A test year is the theoretical measuring tool the PSC uses to prognosticate revenue necessary to operate a utility which seeks a rate increase for the upcoming year. The statute governing a test year in Nevada is found at NRS 704.110(3).

 The pertinent finding of the Commission is as follows:
The initial issue to be determined is whether Applicant’s separation of each of its applications into two parts (each having separate rate schedules) requires the Commission to consider each part separately as suggested by Applicant. We are of the opinion that each application must be considered as one inseparable application, consisting of two parts only for the purpose of attempting to satisfy the requirements of NRS 704.100 subsections 3 and 4.
If Applicant did not have pending litigation in this case and the items of expense in dispute had only been considered and disallowed by the Commission, then the procedure followed by Applicant would have clearly been appropriate and within the exception set forth in NRS 704.100(3). However, in this case Applicant has elected to exercise its right of judicial review related to the Commission’s disallowance of certain items of expense in Docket No. 574 et al., and thereby has clearly filed the instant applications, including the same items of expense previously disallowed, in violation of NRS 704.100(3).
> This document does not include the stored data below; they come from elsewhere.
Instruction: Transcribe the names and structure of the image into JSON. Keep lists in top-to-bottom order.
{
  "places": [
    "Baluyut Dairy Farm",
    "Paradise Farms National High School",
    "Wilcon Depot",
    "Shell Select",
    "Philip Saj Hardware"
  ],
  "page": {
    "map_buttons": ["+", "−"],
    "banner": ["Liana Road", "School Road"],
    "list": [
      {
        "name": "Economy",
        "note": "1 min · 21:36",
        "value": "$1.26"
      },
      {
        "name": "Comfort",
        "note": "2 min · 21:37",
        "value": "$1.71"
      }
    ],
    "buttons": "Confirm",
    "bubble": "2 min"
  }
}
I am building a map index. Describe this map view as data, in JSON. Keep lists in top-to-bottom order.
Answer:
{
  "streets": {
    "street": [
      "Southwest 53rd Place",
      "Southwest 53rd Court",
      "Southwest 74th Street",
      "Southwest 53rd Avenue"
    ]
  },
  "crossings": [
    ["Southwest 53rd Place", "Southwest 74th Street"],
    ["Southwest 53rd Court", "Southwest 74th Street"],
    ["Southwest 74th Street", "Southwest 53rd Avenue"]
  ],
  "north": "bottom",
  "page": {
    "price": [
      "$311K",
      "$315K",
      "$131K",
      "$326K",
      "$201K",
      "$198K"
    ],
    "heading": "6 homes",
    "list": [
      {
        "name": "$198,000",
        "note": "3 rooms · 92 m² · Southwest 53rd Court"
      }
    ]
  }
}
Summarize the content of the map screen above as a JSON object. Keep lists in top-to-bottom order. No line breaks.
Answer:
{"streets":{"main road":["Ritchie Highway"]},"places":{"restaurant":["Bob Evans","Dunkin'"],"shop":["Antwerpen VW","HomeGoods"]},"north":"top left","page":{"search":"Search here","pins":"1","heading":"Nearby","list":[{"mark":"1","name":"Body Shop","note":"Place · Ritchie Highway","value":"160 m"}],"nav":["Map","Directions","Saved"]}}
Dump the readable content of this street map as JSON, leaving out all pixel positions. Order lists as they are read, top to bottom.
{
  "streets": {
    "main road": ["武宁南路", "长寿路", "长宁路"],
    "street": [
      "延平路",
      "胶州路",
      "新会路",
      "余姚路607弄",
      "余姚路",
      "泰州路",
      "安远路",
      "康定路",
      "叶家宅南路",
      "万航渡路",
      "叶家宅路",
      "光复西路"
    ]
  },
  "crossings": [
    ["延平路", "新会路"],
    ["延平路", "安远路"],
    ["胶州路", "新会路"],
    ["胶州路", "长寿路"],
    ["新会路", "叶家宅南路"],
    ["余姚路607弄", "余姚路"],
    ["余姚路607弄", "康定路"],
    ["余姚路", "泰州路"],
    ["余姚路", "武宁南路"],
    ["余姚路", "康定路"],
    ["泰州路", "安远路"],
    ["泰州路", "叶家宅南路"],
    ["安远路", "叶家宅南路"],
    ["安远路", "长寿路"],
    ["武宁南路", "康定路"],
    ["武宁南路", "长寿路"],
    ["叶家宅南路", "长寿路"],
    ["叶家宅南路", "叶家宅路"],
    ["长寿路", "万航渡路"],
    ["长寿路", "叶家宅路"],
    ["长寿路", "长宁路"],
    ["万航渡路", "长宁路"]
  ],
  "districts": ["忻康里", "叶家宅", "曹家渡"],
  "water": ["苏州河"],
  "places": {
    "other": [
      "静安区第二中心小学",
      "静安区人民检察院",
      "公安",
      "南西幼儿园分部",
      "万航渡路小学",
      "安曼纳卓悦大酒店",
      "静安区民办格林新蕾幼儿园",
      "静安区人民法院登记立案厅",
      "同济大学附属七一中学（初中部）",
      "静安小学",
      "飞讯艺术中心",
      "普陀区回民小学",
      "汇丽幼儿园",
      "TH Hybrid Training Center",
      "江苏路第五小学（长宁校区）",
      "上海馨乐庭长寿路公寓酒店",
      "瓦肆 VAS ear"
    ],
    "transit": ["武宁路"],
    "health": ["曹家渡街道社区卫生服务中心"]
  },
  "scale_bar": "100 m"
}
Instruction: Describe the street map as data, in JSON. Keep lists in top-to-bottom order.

Under the provisions of NRS 704.100(5) the Commission must dismiss the applications designated as Docket Nos. 863, 864 and 865 in their entirety.

 a. Docket Nos. 2856, 2857 and 2858, decided October 29, 1980, wherein Sierra requested certain annualized expenses.
b. Docket No. 81-660, decided May 3, 1982, wherein Sierra requested, and received, annualized operating expenses.
c. General Order No. 3, Rule 16, effective January 1, 1979, wherein annualized operating expenses were considered in a rulemaking proceeding in which Sierra was a party.
d. Docket Nos. 82-266 and 82-369, decided September 27, 1982, a rulemaking proceeding in which Sierra was a party and which, by Commission regulation, allowed annualized operating expenses and revenues.

 Docket No. 81-660, decided May 3, 1982.

 Docket Nos. 82-266 and 82-369, decided September 27, 1982.

 In 1977, Sierra Pacific Power served 109,167 customers in Nevada. Sierra Pacific Power, FERC Form itI: Annual Report of Major Electric Utilities, Licensees and Others (1977). In 1985, Sierra Pacific served 155,010 customers in Nevada. Sierra Pacific Power, FERC Form §1: Annual Report of Major Electric Utilities, Licensees and Others (1985). This is a 42 percent increase in the number of consumers during an eight year period. This percentage will grow significantly by the time the proposed surcharge could have been exacted.